• [Data for this exercise]
>>>

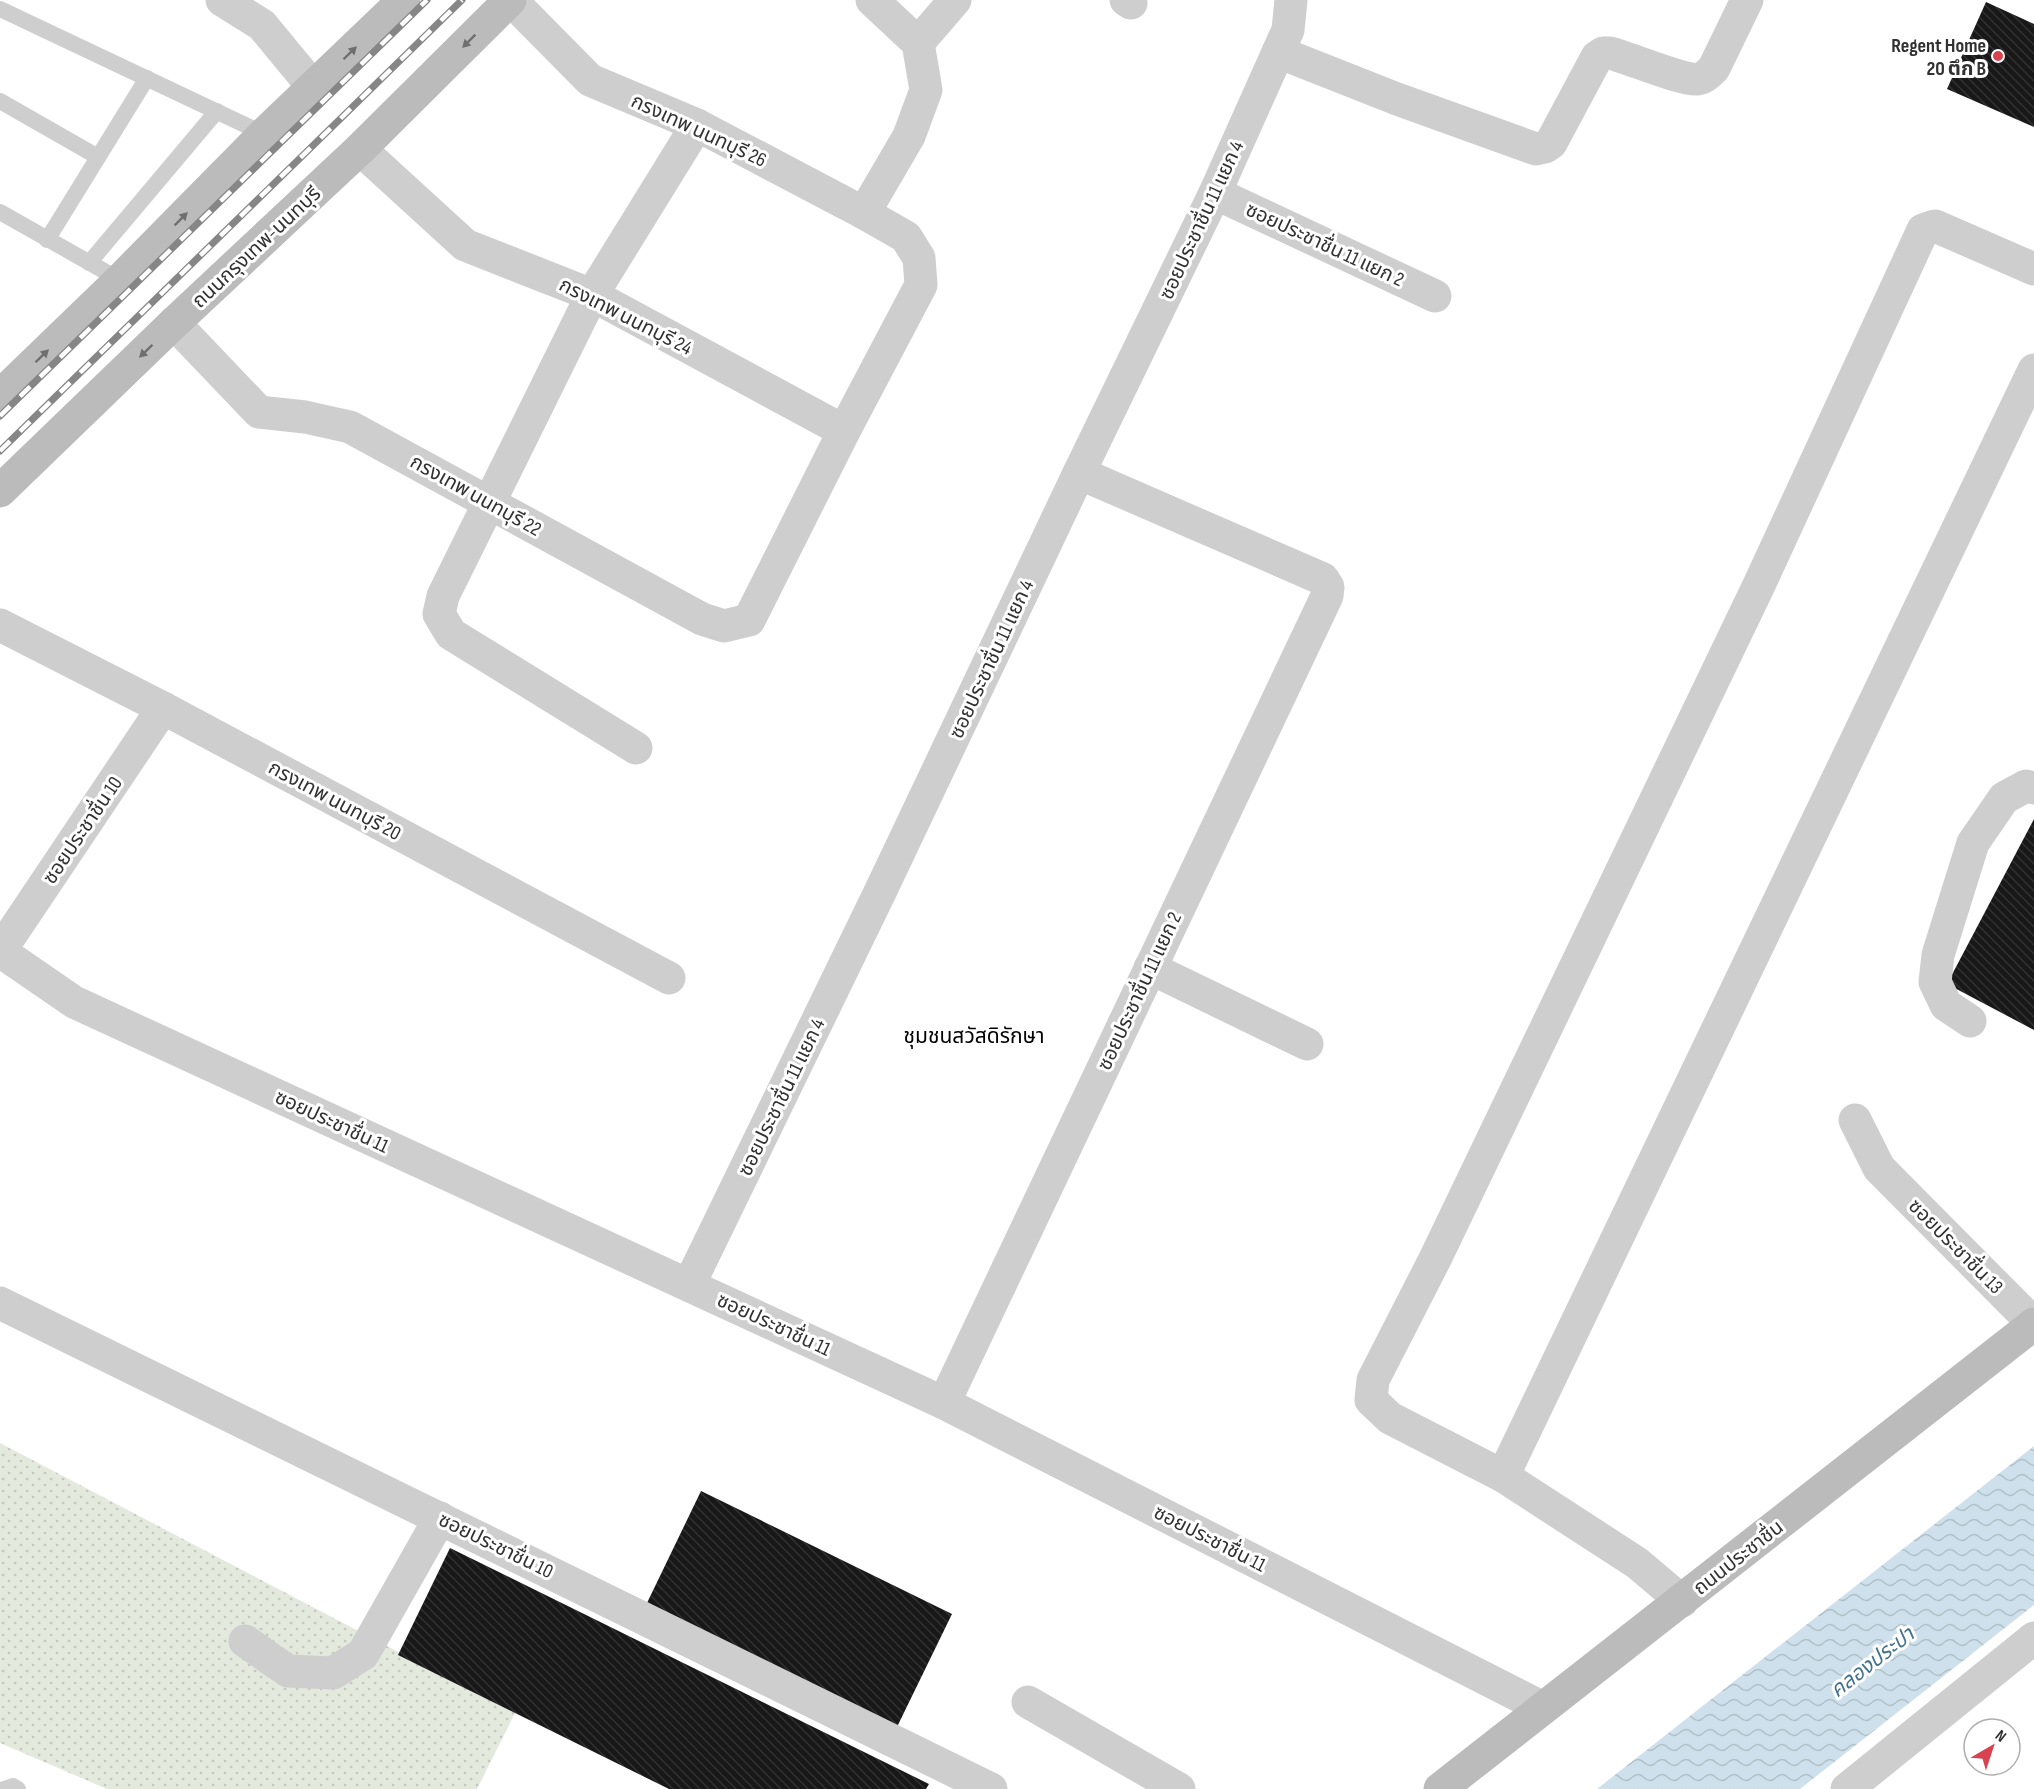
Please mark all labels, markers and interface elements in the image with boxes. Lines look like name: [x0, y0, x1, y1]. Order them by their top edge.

<<<
>>>

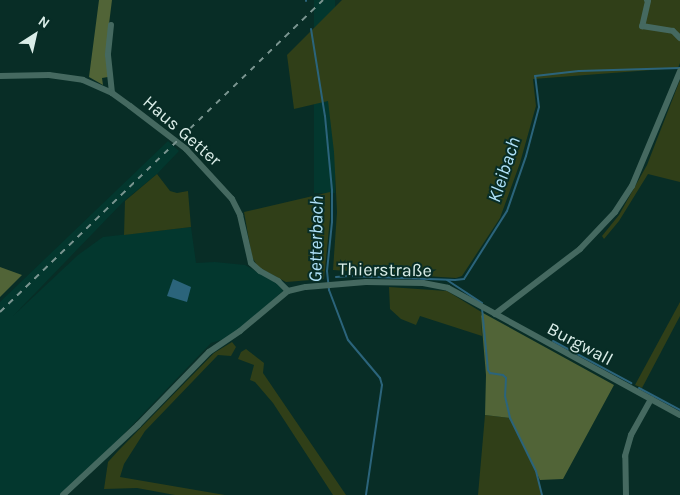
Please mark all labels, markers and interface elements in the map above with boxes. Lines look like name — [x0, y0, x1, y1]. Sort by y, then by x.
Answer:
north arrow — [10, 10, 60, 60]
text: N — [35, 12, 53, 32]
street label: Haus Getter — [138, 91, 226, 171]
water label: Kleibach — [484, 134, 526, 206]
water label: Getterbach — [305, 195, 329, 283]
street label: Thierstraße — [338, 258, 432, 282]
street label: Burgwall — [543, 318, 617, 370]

<<<

• [Action item]
Once you have checked the entries above, say how many lines include the word "mark", and nothing beyond the number.

• [Solution]
2